On receipt of this news, Anna accuses Frederick of killing his brother. He denies it, and the next day she begs him to cease making the situation worse. Alphonsus senior enters the castle at night, and when Anna hears a noise in her chamber, she assumes it is Frederick. When he takes her arm, she picks up a dagger and stabs him through the heart. It is only at dawn that she realises she has stabbed her husband and recollects the vow she had made her son take to kill Frederick, and worries he will carry it out, killing an innocent man. Alphonsus senior’s suspicion and his blind refusal to believe Anna and Frederick were telling the truth have resulted in his own death and the grief of his wife, who rings the bell every night, as part of her penance, calling the holy men to witness her prayers over her dead husband.

The hermit’s tale explains how he had been forced to seek shelter when his horse stumbled and was injured. Dulac and his family took him in, but when he developed a nosebleed in the evening, he left his room for some water. This disturbed Dulac, who was then captured by banditti. When his family looked for him, both he and his money were gone. Suspicion immediately fell on the stranger, and he was arrested and sentenced to death. Due to the influential intervention of his brother Count Harden, his sentence was commuted to life as a galley slave.

After many years, there was a prisoner exchange, and he again met Dulac and learnt what had happened. Thus, the hermit reinforces the book’s warnings about suspicion: “Teach mankind not rashly to fix the stamp of guilt upon that brow on which unproven suspicion hangs, nor to shut the ear of compassion against the voice of him that is accused, because he may seem guilty.” Both in the case of the hermit and Alphonsus senior, circumstances and incorrect information had led to incorrect assumptions, resulting in hardship and death.

More conventional misunderstandings relate to the marriage in the book. Count Arieno wants to marry Camilla, the daughter of Signora Bartini, but knows that, due to her small fortune, his family will not approve. Therefore, his brother Stephano sends her a letter stating Arieno is married and presents his father with a forged marriage certificate. This results in the father reducing Arieno’s inheritance due to what he believes to be disobedience, and the daughter dying of a broken heart. Count Arieno is faced with the prospect of providing his own living and decides to join the army, where he eventually dies in battle.
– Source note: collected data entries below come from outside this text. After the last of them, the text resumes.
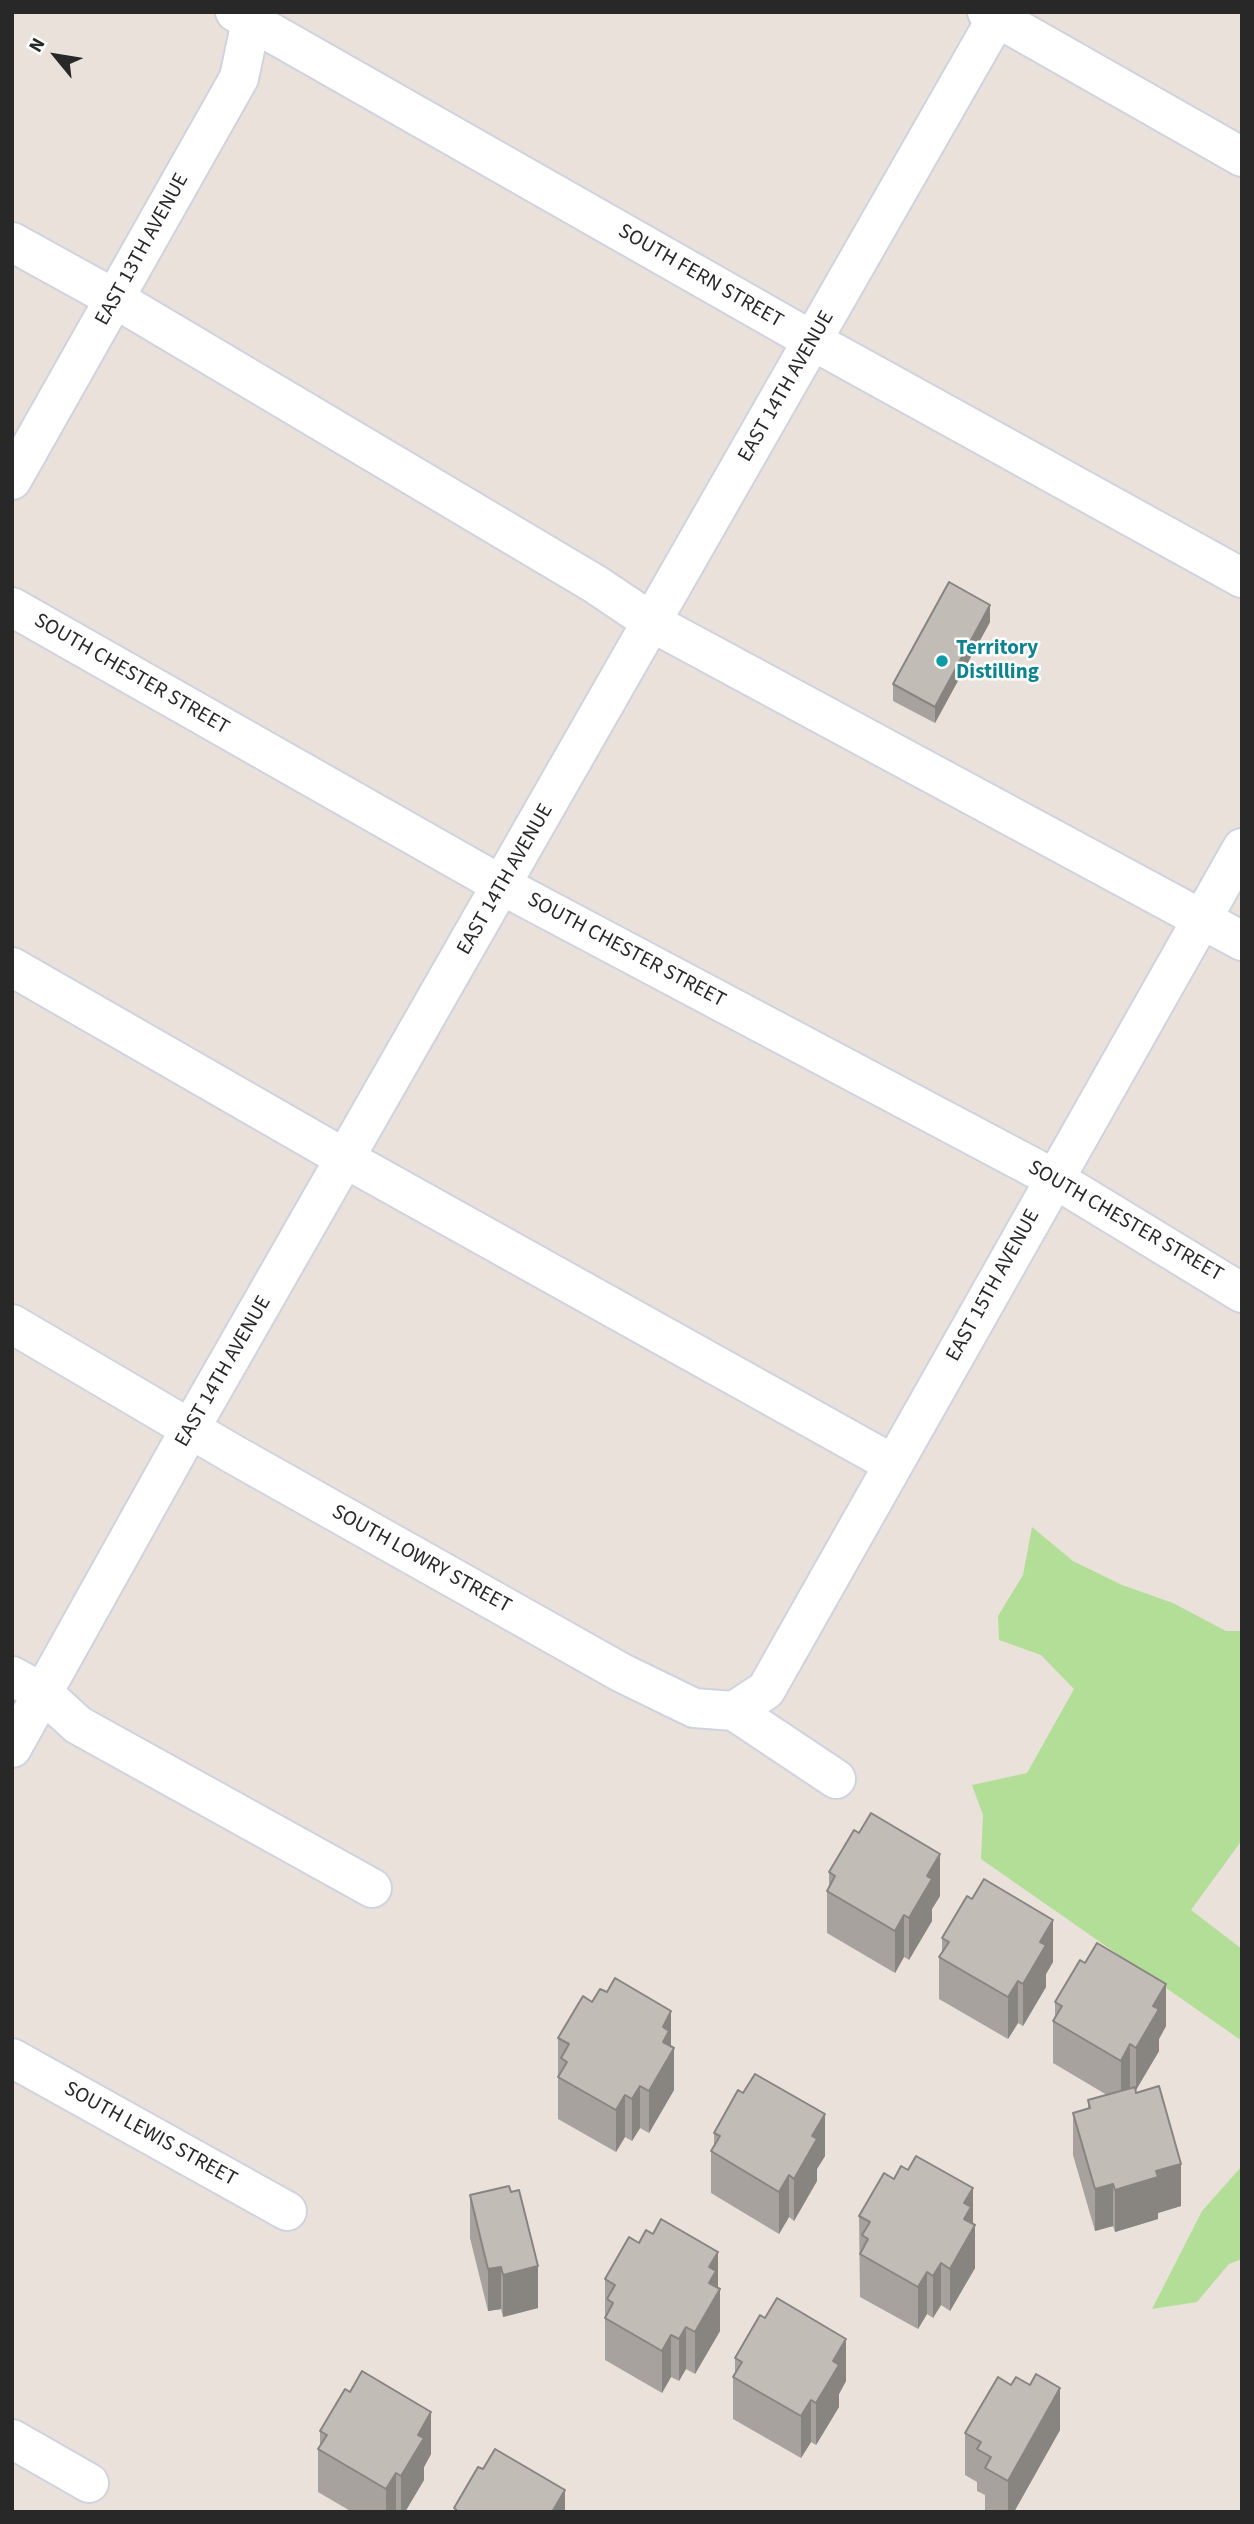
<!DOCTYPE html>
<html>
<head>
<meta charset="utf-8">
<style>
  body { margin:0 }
  #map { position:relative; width:1254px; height:2524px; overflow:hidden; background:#eae2da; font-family:"Source Sans 3",sans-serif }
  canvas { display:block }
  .frame { position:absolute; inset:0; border:14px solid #282828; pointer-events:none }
  .north { position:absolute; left:21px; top:21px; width:70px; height:70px; -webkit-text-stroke:5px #fff; paint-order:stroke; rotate:300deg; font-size:19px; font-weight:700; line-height:28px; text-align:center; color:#282828 }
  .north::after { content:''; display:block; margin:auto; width:24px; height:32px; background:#282828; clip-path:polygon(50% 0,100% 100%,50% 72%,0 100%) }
</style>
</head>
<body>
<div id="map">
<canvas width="1254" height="2524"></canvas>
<div class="frame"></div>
<div class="north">N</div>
</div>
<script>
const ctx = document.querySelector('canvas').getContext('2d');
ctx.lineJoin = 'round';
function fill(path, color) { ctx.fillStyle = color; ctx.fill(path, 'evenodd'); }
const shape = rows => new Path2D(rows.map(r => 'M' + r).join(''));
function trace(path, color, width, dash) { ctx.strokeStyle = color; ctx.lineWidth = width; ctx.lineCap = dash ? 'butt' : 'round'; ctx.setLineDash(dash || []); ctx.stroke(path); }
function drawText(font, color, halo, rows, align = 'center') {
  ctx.font = font + ' "Source Sans 3",sans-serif'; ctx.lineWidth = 5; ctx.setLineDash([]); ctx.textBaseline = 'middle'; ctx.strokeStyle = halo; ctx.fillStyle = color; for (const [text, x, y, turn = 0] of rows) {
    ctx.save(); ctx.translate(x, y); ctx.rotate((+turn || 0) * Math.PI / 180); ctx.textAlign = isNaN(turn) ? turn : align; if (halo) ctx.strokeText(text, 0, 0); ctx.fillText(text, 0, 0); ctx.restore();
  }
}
fill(shape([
  [1032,1527,1073,1561,1122,1585,1173,1603,1226,1631,1242,1631,1242,1840,1191,1910,1242,1949,1242,2041,981,1859,983,1815,972,1785,1027,1773,1074,1689,1041,1655,999,1640,998,1616,1023,1575],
  [1242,2166,1242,2259,1229,2264,1197,2302,1152,2309,1202,2211]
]), '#b2de98');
const minor = shape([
  [235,12,813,341,1242,578],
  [987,12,1242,157],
  [12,242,117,300,595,584,653,623,1242,941],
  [12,480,239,78,253,12],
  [12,607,503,886,1055,1179,1242,1293],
  [12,967,346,1159,893,1464],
  [12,1324,233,1454,622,1673,694,1708,734,1711,836,1779],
  [12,1676,43,1693,78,1725,372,1888],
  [734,1711,766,1690,1242,848],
  [12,1748,190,1429,1000,12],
  [12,2058,287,2211],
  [12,2439,89,2483]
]);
trace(minor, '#cfd3e0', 42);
trace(minor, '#fff', 38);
fill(shape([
  [990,622,935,723,893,701,893,684],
  [829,1872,940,1896,932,1909,932,1921,909,1960,904,1957,895,1973,827,1933,827,1891,829,1888],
  [942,1938,1053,1962,1046,1974,1046,1987,1023,2026,1018,2023,1008,2039,939,1999,939,1957,942,1953],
  [1085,1963,1166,2026,1159,2039,1159,2051,1136,2090,1135,2089,1181,2206,1158,2213,1158,2219,1115,2232,1113,2226,1095,2231,1073,2155,1073,2113,1088,2108,1088,2100,1107,2095,1053,2063,1053,2021,1055,2017,1055,2002],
  [558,2038,671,2047,674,2090,649,2133,640,2128,632,2141,625,2137,616,2152,558,2119],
  [714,2133,825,2156,817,2169,817,2181,794,2221,789,2217,779,2234,711,2193,711,2151,714,2147],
  [470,2195,538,2308,503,2317,501,2309,488,2311,470,2238],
  [859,2216,973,2224,975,2268,950,2311,941,2305,933,2318,927,2314,918,2329,860,2297],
  [605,2279,718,2287,720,2331,695,2374,686,2369,679,2381,671,2377,662,2393,605,2360],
  [735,2358,846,2381,839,2394,839,2407,816,2445,811,2442,801,2458,733,2419,733,2377,735,2373],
  [1060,2430,1014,2512,987,2512,985,2510,985,2495,977,2491,977,2482,965,2475,965,2433],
  [320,2431,431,2454,424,2467,424,2480,405,2512,352,2512,318,2492,318,2449,320,2445]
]), '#a7a29d');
fill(shape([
  [990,605,990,622,935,723,935,707],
  [940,1854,940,1896,932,1909,932,1921,909,1960,909,1918,927,1876],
  [904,1915,904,1957,895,1973,895,1931],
  [1053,1920,1053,1962,1046,1974,1046,1987,1023,2026,1023,1984,1040,1942],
  [1018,1981,1018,2023,1008,2039,1008,1997],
  [1166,1984,1166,2026,1159,2039,1159,2051,1136,2090,1136,2048,1153,2006],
  [671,2011,671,2053,674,2048,674,2090,649,2133,649,2091,663,2027],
  [1130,2044,1130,2086,1121,2103,1121,2061],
  [640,2086,640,2128,632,2141,632,2099],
  [625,2095,625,2137,616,2152,616,2110],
  [825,2114,825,2156,817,2169,817,2181,794,2221,794,2179,812,2136],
  [1181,2164,1181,2206,1158,2213,1158,2219,1115,2232,1115,2190,1156,2171],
  [789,2175,789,2217,779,2234,779,2192],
  [1113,2184,1113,2226,1095,2231,1095,2189],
  [973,2188,973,2229,975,2225,975,2268,950,2311,950,2269,964,2203],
  [718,2252,718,2293,720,2289,720,2331,695,2374,695,2332,709,2267],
  [941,2263,941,2305,933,2318,933,2276],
  [538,2266,538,2308,503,2317,503,2275],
  [501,2267,501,2309,488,2311,488,2269],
  [927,2272,927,2314,918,2329,918,2287],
  [686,2327,686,2369,679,2381,679,2339],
  [671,2335,671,2377,662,2393,662,2351],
  [846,2339,846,2381,839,2394,839,2407,816,2445,816,2403,833,2361],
  [1060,2388,1060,2430,1014,2512,1008,2512,1008,2481],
  [811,2400,811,2442,801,2458,801,2416],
  [431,2412,431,2454,424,2467,424,2480,405,2512,401,2512,401,2476,418,2435],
  [396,2473,396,2512,386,2512,386,2489],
  [565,2490,565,2512,552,2512]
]), '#888480');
const building = shape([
  [949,582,990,605,935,707,893,684,949,582],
  [871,1813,940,1854,927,1876,932,1879,909,1918,904,1915,895,1931,827,1891,835,1876,829,1872,854,1830,859,1833,871,1813],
  [984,1879,1053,1920,1040,1942,1046,1945,1023,1984,1018,1981,1008,1997,939,1957,949,1942,942,1938,967,1896,972,1899,984,1879],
  [1097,1943,1166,1984,1153,2006,1159,2009,1136,2048,1130,2044,1121,2061,1053,2021,1062,2006,1055,2002,1080,1960,1085,1963,1097,1943],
  [615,1978,671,2011,663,2027,669,2031,663,2042,674,2048,649,2091,640,2086,632,2099,625,2095,616,2110,558,2077,567,2062,561,2058,569,2044,558,2038,583,1996,592,2002,600,1989,607,1992,615,1978],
  [755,2074,825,2114,812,2136,817,2139,794,2179,789,2175,779,2192,711,2151,720,2136,714,2133,738,2090,743,2093,755,2074],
  [1159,2086,1181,2164,1156,2171,1158,2177,1115,2190,1113,2184,1095,2189,1073,2113,1090,2108,1088,2100,1135,2087,1136,2093,1159,2086],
  [916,2156,973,2188,964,2203,971,2207,964,2219,975,2225,950,2269,941,2263,933,2276,927,2272,918,2287,860,2254,868,2239,862,2235,870,2222,859,2216,884,2173,894,2179,901,2166,908,2170,916,2156],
  [509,2186,511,2192,519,2190,538,2266,503,2275,501,2267,488,2269,470,2195,509,2186],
  [661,2219,718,2252,709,2267,716,2271,709,2283,720,2289,695,2332,686,2327,679,2339,671,2335,662,2351,605,2318,613,2303,607,2299,615,2285,605,2279,629,2237,639,2243,646,2230,653,2234,661,2219],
  [777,2298,846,2339,833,2361,839,2365,816,2403,811,2400,801,2416,733,2377,742,2362,735,2358,760,2315,765,2318,777,2298],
  [362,2371,431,2412,418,2435,424,2438,401,2476,396,2473,386,2489,318,2449,327,2435,320,2431,345,2389,350,2392,362,2371],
  [1036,2374,1060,2388,1008,2481,985,2468,991,2457,977,2449,981,2442,965,2433,998,2377,1011,2385,1016,2377,1030,2385,1036,2374],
  [495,2449,565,2490,552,2512,459,2512,454,2508,478,2467,483,2469,495,2449]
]);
fill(building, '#c2bcb7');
trace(building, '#888480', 2);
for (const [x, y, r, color] of [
  [942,661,7,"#0f9aa8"]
]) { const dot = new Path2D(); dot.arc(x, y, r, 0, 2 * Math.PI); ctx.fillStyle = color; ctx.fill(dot); trace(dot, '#fff', 2.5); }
drawText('21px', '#282828', '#fff', [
  ["EAST 13TH AVENUE",143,250,-61],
  ["SOUTH FERN STREET",700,277,30],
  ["EAST 14TH AVENUE",787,387,-60],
  ["SOUTH CHESTER STREET",131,675,30],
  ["EAST 14TH AVENUE",506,880,-60],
  ["SOUTH CHESTER STREET",626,951,28],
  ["SOUTH CHESTER STREET",1125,1222,30],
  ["EAST 15TH AVENUE",994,1286,-61],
  ["EAST 14TH AVENUE",224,1372,-60],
  ["SOUTH LOWRY STREET",421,1560,29],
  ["SOUTH LEWIS STREET",150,2135,29]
]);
drawText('bold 21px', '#0d838f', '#fff', [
  ["Territory",956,649],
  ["Distilling",956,673]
], 'left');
</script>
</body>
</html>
Arieno’s sister is forced by her father to marry Count Byroff despite being in love with Count Frederick. Again, due to suspicions regarding her fidelity, her father persuades her husband to leave the castle.

She sends a letter to Frederick asking him to meet her in the garden. This was intercepted, and when Frederick travels through the wood, he is stabbed. Lauretta’s father points to the shame she will endure if her conduct becomes known and she retires to a convent to give birth to a girl. The child was to remain there until her family came to claim her. Thus, she becomes the second woman to be wrongly accused of infidelity by her male protectors.

Like many eighteenth-century gothic novels, The Midnight Bell tells of lost inheritance, frustrated love, and imprisonment, in this instance, the Bastille, but it also provides a moral for the reader. Alphonsus is given the last word in the story: “to avoid suspicion; for as it is the source of crimes, it is also the worst of crimes, attaching itself with equal mischief to the guilty and the innocent.” The tragedy of The Midnight Bell could have been avoided if suspicion had been tempered by reason.